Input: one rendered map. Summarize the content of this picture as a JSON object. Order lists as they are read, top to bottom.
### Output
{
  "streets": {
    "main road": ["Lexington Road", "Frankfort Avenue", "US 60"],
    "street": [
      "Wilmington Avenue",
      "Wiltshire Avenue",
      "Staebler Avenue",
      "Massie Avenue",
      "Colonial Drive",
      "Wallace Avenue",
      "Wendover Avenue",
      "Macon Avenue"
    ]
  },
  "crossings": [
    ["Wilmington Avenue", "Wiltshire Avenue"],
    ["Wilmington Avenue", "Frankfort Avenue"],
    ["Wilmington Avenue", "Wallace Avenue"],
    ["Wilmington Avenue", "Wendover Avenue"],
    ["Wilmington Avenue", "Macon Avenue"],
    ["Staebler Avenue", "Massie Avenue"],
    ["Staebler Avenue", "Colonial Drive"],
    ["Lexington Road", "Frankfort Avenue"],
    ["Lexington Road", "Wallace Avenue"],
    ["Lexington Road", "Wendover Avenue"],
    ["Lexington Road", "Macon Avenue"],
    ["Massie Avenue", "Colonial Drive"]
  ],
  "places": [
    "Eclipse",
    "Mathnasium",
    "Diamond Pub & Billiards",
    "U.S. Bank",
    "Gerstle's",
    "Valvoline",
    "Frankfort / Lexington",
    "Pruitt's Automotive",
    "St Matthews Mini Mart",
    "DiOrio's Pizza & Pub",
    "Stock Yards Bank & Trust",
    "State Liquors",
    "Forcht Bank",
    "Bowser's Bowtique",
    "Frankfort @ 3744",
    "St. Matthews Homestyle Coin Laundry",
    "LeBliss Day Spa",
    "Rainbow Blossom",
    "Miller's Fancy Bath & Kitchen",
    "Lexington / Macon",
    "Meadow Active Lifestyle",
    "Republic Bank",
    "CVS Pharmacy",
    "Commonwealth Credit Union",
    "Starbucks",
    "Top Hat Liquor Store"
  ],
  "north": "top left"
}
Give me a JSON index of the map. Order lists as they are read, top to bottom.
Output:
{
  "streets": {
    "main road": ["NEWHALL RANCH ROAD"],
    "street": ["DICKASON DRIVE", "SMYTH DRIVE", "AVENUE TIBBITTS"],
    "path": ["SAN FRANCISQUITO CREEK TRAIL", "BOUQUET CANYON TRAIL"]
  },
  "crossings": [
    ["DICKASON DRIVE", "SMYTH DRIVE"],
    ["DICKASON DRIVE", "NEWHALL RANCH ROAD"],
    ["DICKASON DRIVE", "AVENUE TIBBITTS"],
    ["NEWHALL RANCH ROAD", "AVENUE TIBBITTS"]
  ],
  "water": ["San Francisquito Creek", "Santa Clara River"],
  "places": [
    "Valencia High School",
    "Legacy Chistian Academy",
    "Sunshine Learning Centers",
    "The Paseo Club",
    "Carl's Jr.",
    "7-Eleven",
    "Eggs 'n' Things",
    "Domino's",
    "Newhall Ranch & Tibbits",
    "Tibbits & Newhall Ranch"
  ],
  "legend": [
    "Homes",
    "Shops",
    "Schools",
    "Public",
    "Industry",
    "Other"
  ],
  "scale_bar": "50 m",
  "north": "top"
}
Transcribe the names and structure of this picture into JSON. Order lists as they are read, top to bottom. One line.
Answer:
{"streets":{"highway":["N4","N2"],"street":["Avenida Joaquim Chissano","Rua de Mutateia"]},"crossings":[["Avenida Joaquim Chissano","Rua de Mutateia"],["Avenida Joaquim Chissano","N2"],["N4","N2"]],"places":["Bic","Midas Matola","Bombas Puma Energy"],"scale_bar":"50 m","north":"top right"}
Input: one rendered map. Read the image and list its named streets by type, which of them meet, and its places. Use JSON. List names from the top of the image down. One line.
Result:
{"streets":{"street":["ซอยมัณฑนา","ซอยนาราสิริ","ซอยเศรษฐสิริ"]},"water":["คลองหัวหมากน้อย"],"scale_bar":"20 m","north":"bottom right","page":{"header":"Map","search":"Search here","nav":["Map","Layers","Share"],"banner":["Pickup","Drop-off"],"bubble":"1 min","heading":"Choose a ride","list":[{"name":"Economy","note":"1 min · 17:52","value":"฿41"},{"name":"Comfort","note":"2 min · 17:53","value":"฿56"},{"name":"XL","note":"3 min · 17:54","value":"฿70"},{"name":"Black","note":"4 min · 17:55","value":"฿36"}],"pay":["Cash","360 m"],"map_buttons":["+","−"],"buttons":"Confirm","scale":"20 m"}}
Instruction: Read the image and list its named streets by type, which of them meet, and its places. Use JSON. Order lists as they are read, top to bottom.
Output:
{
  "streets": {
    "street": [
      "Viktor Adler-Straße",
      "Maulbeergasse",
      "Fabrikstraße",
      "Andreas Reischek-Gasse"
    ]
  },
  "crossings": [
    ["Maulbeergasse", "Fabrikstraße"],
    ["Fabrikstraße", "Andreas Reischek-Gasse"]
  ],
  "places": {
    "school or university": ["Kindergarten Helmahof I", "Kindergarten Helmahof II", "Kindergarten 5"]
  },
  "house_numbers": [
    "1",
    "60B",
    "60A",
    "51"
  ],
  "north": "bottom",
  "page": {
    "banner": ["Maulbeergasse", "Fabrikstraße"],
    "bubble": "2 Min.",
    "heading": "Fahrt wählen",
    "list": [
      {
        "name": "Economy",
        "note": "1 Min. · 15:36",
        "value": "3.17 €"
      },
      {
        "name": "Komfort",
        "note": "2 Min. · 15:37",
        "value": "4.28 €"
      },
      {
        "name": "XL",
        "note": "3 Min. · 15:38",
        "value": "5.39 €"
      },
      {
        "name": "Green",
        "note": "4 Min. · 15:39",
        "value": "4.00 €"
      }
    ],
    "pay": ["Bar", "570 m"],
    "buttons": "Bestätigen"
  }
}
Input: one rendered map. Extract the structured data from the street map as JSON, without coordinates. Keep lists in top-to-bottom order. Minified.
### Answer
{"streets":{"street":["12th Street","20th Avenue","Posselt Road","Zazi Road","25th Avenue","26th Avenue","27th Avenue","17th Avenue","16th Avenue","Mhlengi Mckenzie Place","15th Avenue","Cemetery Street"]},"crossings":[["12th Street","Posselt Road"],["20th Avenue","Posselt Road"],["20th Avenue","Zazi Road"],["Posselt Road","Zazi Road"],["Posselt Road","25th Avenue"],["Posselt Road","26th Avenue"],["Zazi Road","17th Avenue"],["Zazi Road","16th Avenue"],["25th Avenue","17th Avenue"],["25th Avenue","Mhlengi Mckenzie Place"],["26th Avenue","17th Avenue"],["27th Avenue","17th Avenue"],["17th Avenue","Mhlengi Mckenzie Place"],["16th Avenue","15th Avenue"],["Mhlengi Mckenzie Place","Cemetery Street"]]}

----------------

WHAT IS BEING ASKED. Your answer should be a single number: the count of lines in the entries that hold the string "rendered".

WRITTEN RESPONSE. 3